Week 2: Linear Regression

DSAN 5300: Statistical Learning
Spring 2026, Georgetown University

Class Sessions

Author

Affiliation

Jeff Jacobs

jj1088@georgetown.edu

Published

Monday, January 12, 2026

Open slides in new tab →

Schedule

Today’s Planned Schedule:

	Start	End	Topic
Lecture	6:30pm	7:10pm	Simple Linear Regression →
	7:10pm	7:30pm	Deriving the OLS Solution →
	7:30pm	8:00pm	Interpreting OLS Output →
Break!	8:00pm	8:10pm
	8:10pm	8:30pm	Quiz Review →
	8:30pm	9:00pm	Quiz 2!

Linear Regression

What happens to my dependent variable $Y$ when my independent variable $X$ increases by 1 unit?
Keep the goal in front of your mind:

Tip The Goal of Regression

Find a line $\widehat{y} = mx + b$ that best predicts $Y$ for given values of $X$

Sanity Note 1: $\Rightarrow$ measuring error via vertical distance from line
Sanity Note 2: $\Rightarrow$ modeling distribution of $\boxed{Y \mid X}$, not $(X,Y)$!
- Predicting $Y$ from $X$ and $X$ from $Y$ $\Rightarrow$ principal component line $\neq$ regression!

How Do We Define “Best”?

Intuitively, two different ways to measure how well a line fits the data:

Code

library(tidyverse)
set.seed(5321)
N <- 11
x <- seq(from = 0, to = 1, by = 1 / (N - 1))
y <- x + rnorm(N, 0, 0.2)
mean_y <- mean(y)
spread <- y - mean_y
df <- tibble(x = x, y = y, spread = spread)
ggplot(df, aes(x=x, y=y)) +
  geom_abline(slope=1, intercept=0, linetype="dashed", color=cbPalette[1], linewidth=g_linewidth*1.5) +
  geom_segment(xend=(x+y)/2, yend=(x+y)/2, linewidth=g_linewidth*2, color=cbPalette[2]) +
  geom_point(size=g_pointsize) +
  coord_equal() +
  xlim(0, 1) + ylim(0, 1) +
  dsan_theme("half") +
  labs(
    title = "Principal Component Line"
  )
ggplot(df, aes(x=x, y=y)) +
  geom_abline(slope=1, intercept=0, linetype="dashed", color=cbPalette[1], linewidth=g_linewidth*1.5) +
  geom_segment(xend=x, yend=x, linewidth=g_linewidth*2, color=cb_palette[3]) +
  geom_point(size=g_pointsize) +
  coord_equal() +
  xlim(0, 1) + ylim(0, 1) +
  dsan_theme("half") +
  labs(
    title = "Regression Line"
  )

Figure 1: The line that minimizes blue distances does **not** predict $Y$ as well as regression line, despite intuitive appeal!
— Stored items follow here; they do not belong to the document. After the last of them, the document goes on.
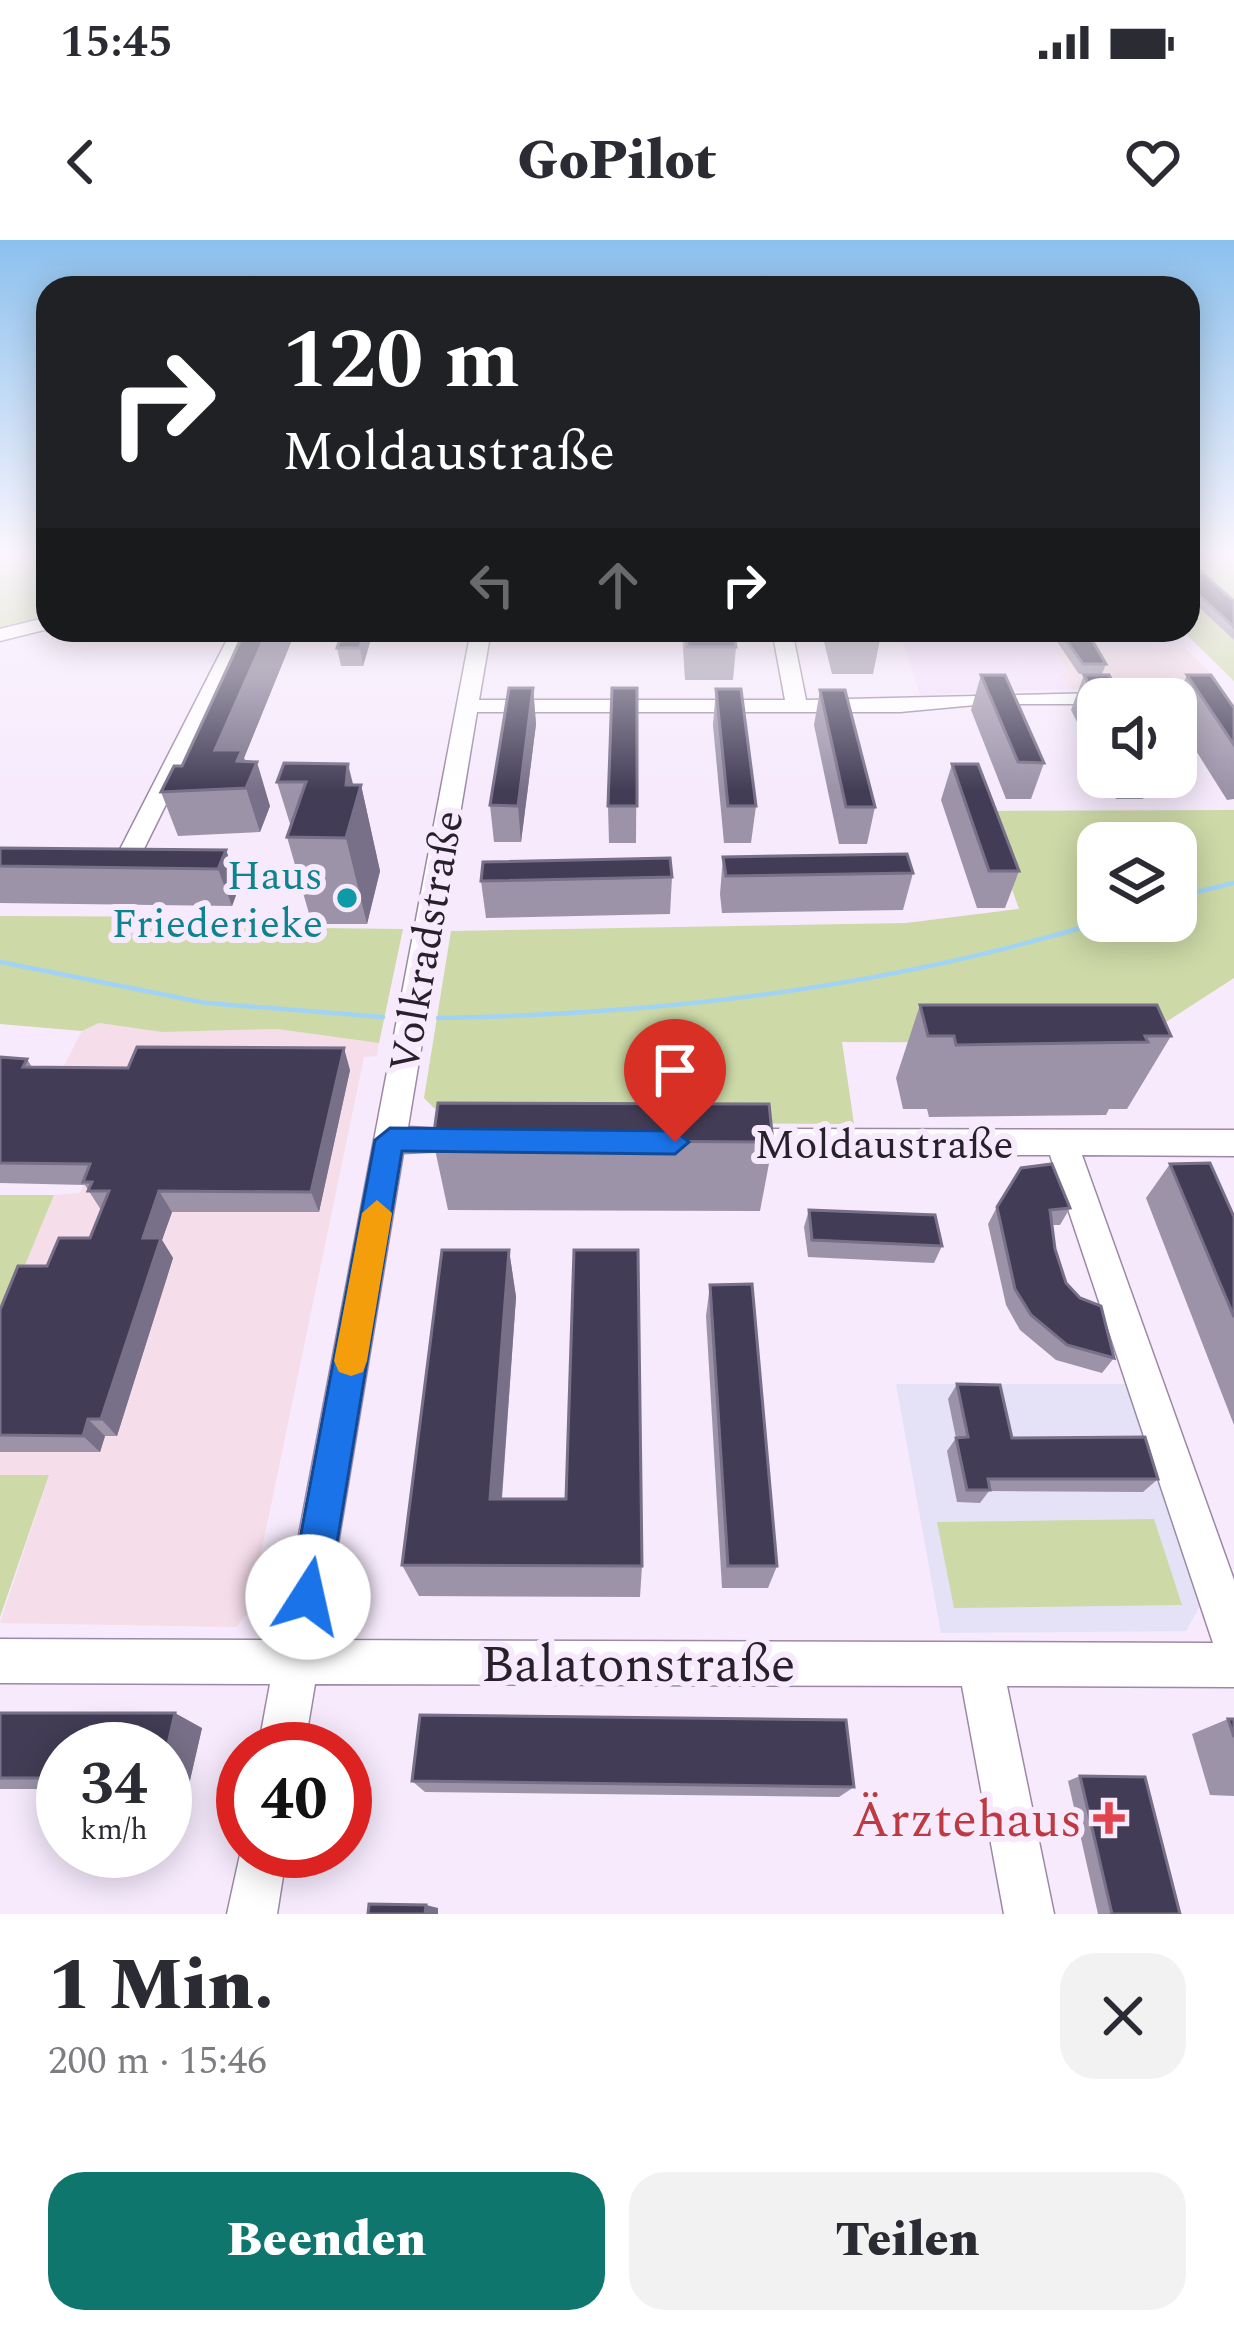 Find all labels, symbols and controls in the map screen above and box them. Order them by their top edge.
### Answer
text: 15:45 [60,8,173,77]
text: GoPilot [518,121,717,203]
icon: back [48,129,114,195]
icon: heart [1120,129,1186,195]
text: 120 m [282,297,520,425]
icon: right [84,324,240,480]
text: Moldaustraße [282,412,615,494]
icon: left [459,552,525,618]
icon: ahead [585,552,651,618]
icon: right [711,552,777,618]
map controls [1077,678,1197,942]
button: sound [1077,678,1197,798]
street label: Volkradstraße [373,806,481,1077]
button: layers [1077,822,1197,942]
place label: Haus Friederieke [111,845,323,956]
marker: Haus Friederieke [334,885,360,911]
pin [624,1019,726,1142]
icon: arrive [642,1037,708,1103]
street label: Moldaustraße [754,1114,1014,1177]
position arrow [245,1534,371,1660]
street label: Balatonstraße [481,1627,795,1705]
speed limit sign: 40 [216,1722,372,1878]
text: 34 [80,1739,148,1831]
place label: Ärztehaus [851,1782,1082,1860]
marker: Ärztehaus [1093,1802,1125,1834]
text: km/h [80,1807,148,1853]
text: 1 Min. [48,1932,274,2041]
button: close [1060,1953,1186,2079]
text: 200 m · 15:46 [48,2032,267,2091]
button: Beenden [48,2172,605,2310]
button: Teilen [629,2172,1186,2310]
Figure 2: The line that minimizes green distances **optimally** predicts $Y$ from $X$, in a mathematically-provable sense!

On the difference between these two lines, and why it matters, I cannot recommend Gelman and Hill (2007) enough!

Principal Component Analysis

Principal Component Line can be used to project the data onto its dimension of highest variance (recap from 5000!)
More simply: PCA can discover meaningful axes in data (unsupervised learning / exploratory data analysis settings)

Code

library(readr)
library(ggplot2)
gdp_df <- read_csv("assets/gdp_pca.csv")

dist_to_line <- function(x0, y0, a, c) {
    numer <- abs(a * x0 - y0 + c)
    denom <- sqrt(a * a + 1)
    return(numer / denom)
}
# Finding PCA line for industrial vs. exports
x <- gdp_df$industrial
y <- gdp_df$exports
lossFn <- function(lineParams, x0, y0) {
    a <- lineParams[1]
    c <- lineParams[2]
    return(sum(dist_to_line(x0, y0, a, c)))
}
o <- optim(c(0, 0), lossFn, x0 = x, y0 = y)
ggplot(gdp_df, aes(x = industrial, y = exports)) +
    geom_point(size=g_pointsize/2) +
    geom_abline(aes(slope = o$par[1], intercept = o$par[2], color="pca"), linewidth=g_linewidth, show.legend = TRUE) +
    geom_smooth(aes(color="lm"), method = "lm", se = FALSE, linewidth=g_linewidth, key_glyph = "blank") +
    scale_color_manual(element_blank(), values=c("pca"=cbPalette[2],"lm"=cbPalette[1]), labels=c("Regression","PCA")) +
    dsan_theme("half") +
    remove_legend_title() +
    labs(
      title = "PCA Line vs. Regression Line",
        x = "Industrial Production (% of GDP)",
        y = "Exports (% of GDP)"
    )

See this amazing blog post using PCA, with 2 dimensions, to explore UN voting patterns!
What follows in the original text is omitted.